Your style is a hybrid of prose and poetry, what/who are your inspirations for both genres?
I’m inspired by the honesty found in journals and letters (Plath, Kafka, Pavese) and the liberty of Breton’s Surrealist Manifesto (1924). Fernando Pessoa’s The Book of Disquiet and Agua Viva by Clarice Lispector are also major influences on me.
There is a lot of British humour in your writing, any favourite comic personalities/shows?
Peep Show is my kind of humour to a T. I think the script (written by Armstrong, Bain, O’Connor, and Mitchell and Webb themselves) is genius. Mock the Week for satire. And Micky Flanagan did the best stand-up show I’ve seen live, he’s so relatable.
How do you write? Do you have a routine?
I’m traditional – always black ink on any paper I have to hand when the inspiration comes. I have notebooks and post-it notes and piles scrap paper and pens in every room of my flat, every handbag, every jacket. If I can’t physically write I make do with typing ideas into my phone notes.
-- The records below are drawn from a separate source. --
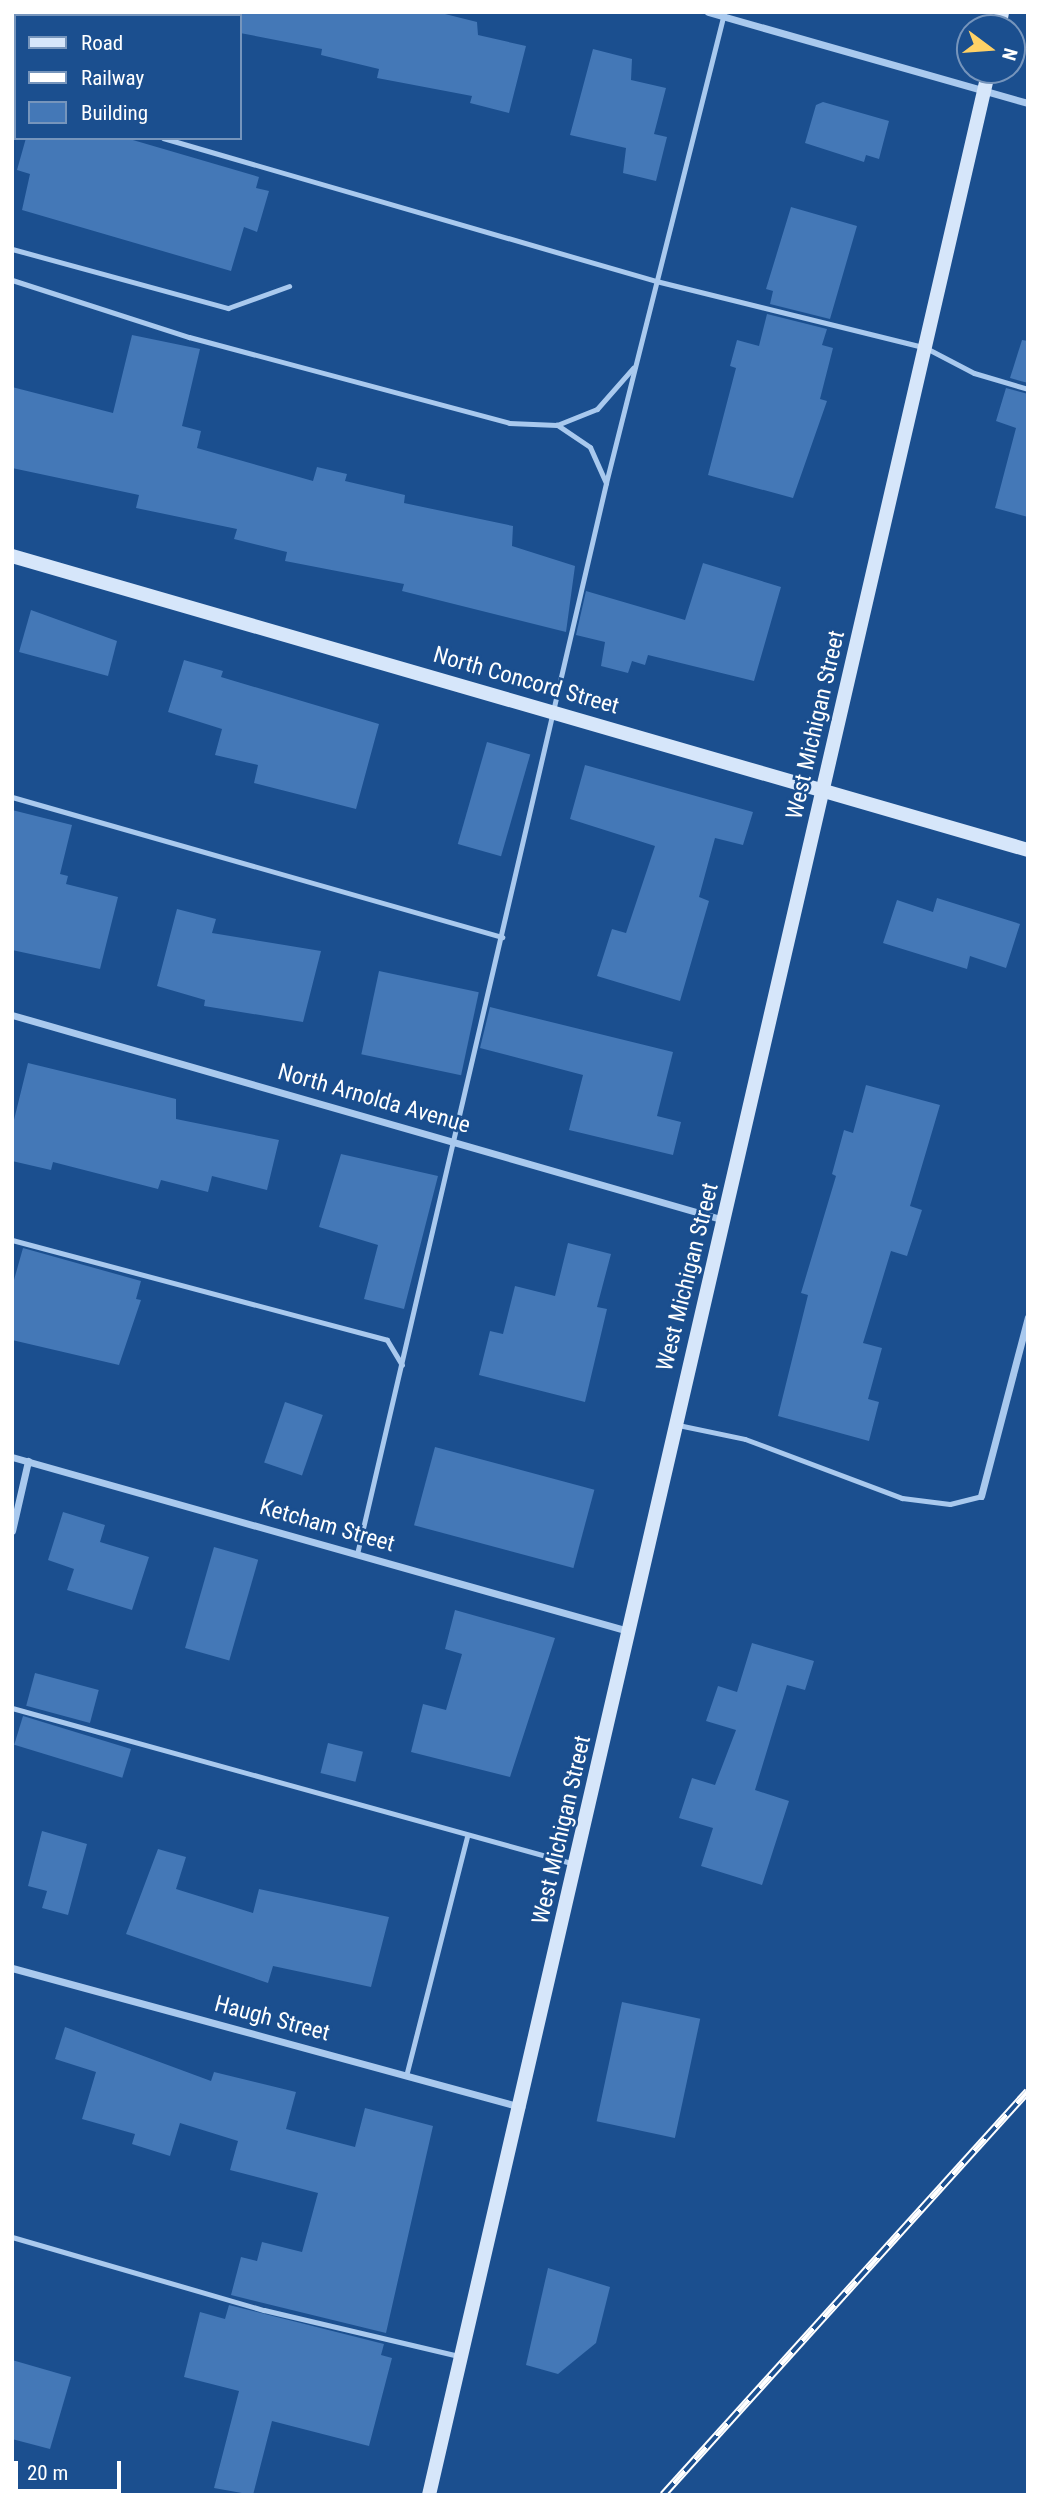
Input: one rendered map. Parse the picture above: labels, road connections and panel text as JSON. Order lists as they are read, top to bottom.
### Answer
{
  "streets": {
    "main road": ["North Concord Street", "West Michigan Street"],
    "street": ["North Arnolda Avenue", "Ketcham Street", "Haugh Street"]
  },
  "crossings": [
    ["North Concord Street", "West Michigan Street"],
    ["West Michigan Street", "North Arnolda Avenue"],
    ["West Michigan Street", "Ketcham Street"],
    ["West Michigan Street", "Haugh Street"]
  ],
  "legend": ["Road", "Railway", "Building"],
  "scale_bar": "20 m",
  "north": "right"
}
I don’t have a set routine at all, my mental illnesses don’t allow for it. I write whatever I want whenever my brain lets me, but I tend to have my best ideas when I’m drunk, sitting on the kitchen floor having a cigarette break, or in the bath. I also go back through my old journals if I need inspiration. I do write every day though, a paragraph in my diary before bed each night as I’m waiting for my sedative to kick in.